● **WHAT YOU NEED TO DO**
Your output should be the lines from the start of the data through the line containing "Instruction: Serialize what", exactly and nothing more.

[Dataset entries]
■ ■ ■ ■ ■ ■ ■

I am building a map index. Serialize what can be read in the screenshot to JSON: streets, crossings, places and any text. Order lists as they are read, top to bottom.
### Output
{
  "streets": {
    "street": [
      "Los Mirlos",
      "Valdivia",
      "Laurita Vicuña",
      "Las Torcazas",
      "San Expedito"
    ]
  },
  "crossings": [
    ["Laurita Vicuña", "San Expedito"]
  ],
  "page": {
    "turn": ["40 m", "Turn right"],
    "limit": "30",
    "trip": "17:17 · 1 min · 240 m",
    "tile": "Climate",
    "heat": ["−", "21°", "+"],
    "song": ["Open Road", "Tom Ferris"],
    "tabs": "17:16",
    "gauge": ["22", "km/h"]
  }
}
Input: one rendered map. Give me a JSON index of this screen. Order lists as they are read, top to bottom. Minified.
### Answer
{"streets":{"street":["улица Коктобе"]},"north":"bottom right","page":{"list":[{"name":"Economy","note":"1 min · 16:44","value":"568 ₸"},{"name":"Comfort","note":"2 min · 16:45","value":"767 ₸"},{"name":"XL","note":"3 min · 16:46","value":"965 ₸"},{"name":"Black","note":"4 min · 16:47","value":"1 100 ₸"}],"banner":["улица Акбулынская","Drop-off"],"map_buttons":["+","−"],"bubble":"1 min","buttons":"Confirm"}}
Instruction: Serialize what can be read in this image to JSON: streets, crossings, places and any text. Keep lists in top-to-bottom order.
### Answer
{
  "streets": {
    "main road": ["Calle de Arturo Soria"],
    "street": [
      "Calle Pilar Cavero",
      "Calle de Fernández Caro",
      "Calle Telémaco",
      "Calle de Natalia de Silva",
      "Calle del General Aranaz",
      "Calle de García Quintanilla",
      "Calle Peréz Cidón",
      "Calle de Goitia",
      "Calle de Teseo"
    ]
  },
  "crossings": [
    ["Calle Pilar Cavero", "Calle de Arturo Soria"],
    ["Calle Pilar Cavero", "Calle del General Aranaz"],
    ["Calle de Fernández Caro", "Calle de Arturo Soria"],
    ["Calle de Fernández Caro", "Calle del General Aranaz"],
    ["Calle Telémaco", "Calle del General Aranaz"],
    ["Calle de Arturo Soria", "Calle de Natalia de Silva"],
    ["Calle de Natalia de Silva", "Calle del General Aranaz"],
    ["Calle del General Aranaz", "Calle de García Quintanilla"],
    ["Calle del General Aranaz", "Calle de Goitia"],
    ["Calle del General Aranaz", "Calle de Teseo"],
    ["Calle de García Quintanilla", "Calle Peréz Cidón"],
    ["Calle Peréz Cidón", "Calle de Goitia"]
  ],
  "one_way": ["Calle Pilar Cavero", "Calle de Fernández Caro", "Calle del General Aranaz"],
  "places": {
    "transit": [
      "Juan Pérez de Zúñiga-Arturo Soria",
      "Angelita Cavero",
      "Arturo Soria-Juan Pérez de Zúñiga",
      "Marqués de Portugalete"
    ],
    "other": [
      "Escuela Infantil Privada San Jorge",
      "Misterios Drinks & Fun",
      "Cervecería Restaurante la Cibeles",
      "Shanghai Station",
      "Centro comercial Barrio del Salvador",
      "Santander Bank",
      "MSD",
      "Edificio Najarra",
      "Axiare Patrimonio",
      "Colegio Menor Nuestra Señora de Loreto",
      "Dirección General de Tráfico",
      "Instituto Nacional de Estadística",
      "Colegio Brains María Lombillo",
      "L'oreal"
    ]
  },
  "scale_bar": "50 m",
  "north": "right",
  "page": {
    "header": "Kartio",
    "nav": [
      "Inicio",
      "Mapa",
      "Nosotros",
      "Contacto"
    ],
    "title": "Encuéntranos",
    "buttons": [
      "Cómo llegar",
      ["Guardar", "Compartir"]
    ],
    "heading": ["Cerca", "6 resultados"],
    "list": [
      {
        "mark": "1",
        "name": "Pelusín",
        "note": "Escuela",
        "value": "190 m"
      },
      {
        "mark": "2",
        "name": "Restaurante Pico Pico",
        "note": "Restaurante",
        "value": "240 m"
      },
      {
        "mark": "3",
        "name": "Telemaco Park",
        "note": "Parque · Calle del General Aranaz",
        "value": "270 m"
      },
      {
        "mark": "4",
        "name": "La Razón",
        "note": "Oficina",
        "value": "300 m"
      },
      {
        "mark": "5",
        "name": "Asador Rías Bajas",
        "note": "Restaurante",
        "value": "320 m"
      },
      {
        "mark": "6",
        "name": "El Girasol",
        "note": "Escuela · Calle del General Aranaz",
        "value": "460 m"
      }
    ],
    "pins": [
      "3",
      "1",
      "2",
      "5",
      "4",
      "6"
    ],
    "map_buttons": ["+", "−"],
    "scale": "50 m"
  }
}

■ ■ ■ ■ ■ ■ ■

● **RESPONSE FOR THIS EXERCISE**
I am building a map index. Serialize what can be read in the screenshot to JSON: streets, crossings, places and any text. Order lists as they are read, top to bottom.
### Output
{
  "streets": {
    "street": [
      "Los Mirlos",
      "Valdivia",
      "Laurita Vicuña",
      "Las Torcazas",
      "San Expedito"
    ]
  },
  "crossings": [
    ["Laurita Vicuña", "San Expedito"]
  ],
  "page": {
    "turn": ["40 m", "Turn right"],
    "limit": "30",
    "trip": "17:17 · 1 min · 240 m",
    "tile": "Climate",
    "heat": ["−", "21°", "+"],
    "song": ["Open Road", "Tom Ferris"],
    "tabs": "17:16",
    "gauge": ["22", "km/h"]
  }
}
Input: one rendered map. Give me a JSON index of this screen. Order lists as they are read, top to bottom. Minified.
### Answer
{"streets":{"street":["улица Коктобе"]},"north":"bottom right","page":{"list":[{"name":"Economy","note":"1 min · 16:44","value":"568 ₸"},{"name":"Comfort","note":"2 min · 16:45","value":"767 ₸"},{"name":"XL","note":"3 min · 16:46","value":"965 ₸"},{"name":"Black","note":"4 min · 16:47","value":"1 100 ₸"}],"banner":["улица Акбулынская","Drop-off"],"map_buttons":["+","−"],"bubble":"1 min","buttons":"Confirm"}}
Instruction: Serialize what can be read in this image to JSON: streets, crossings, places and any text. Keep lists in top-to-bottom order.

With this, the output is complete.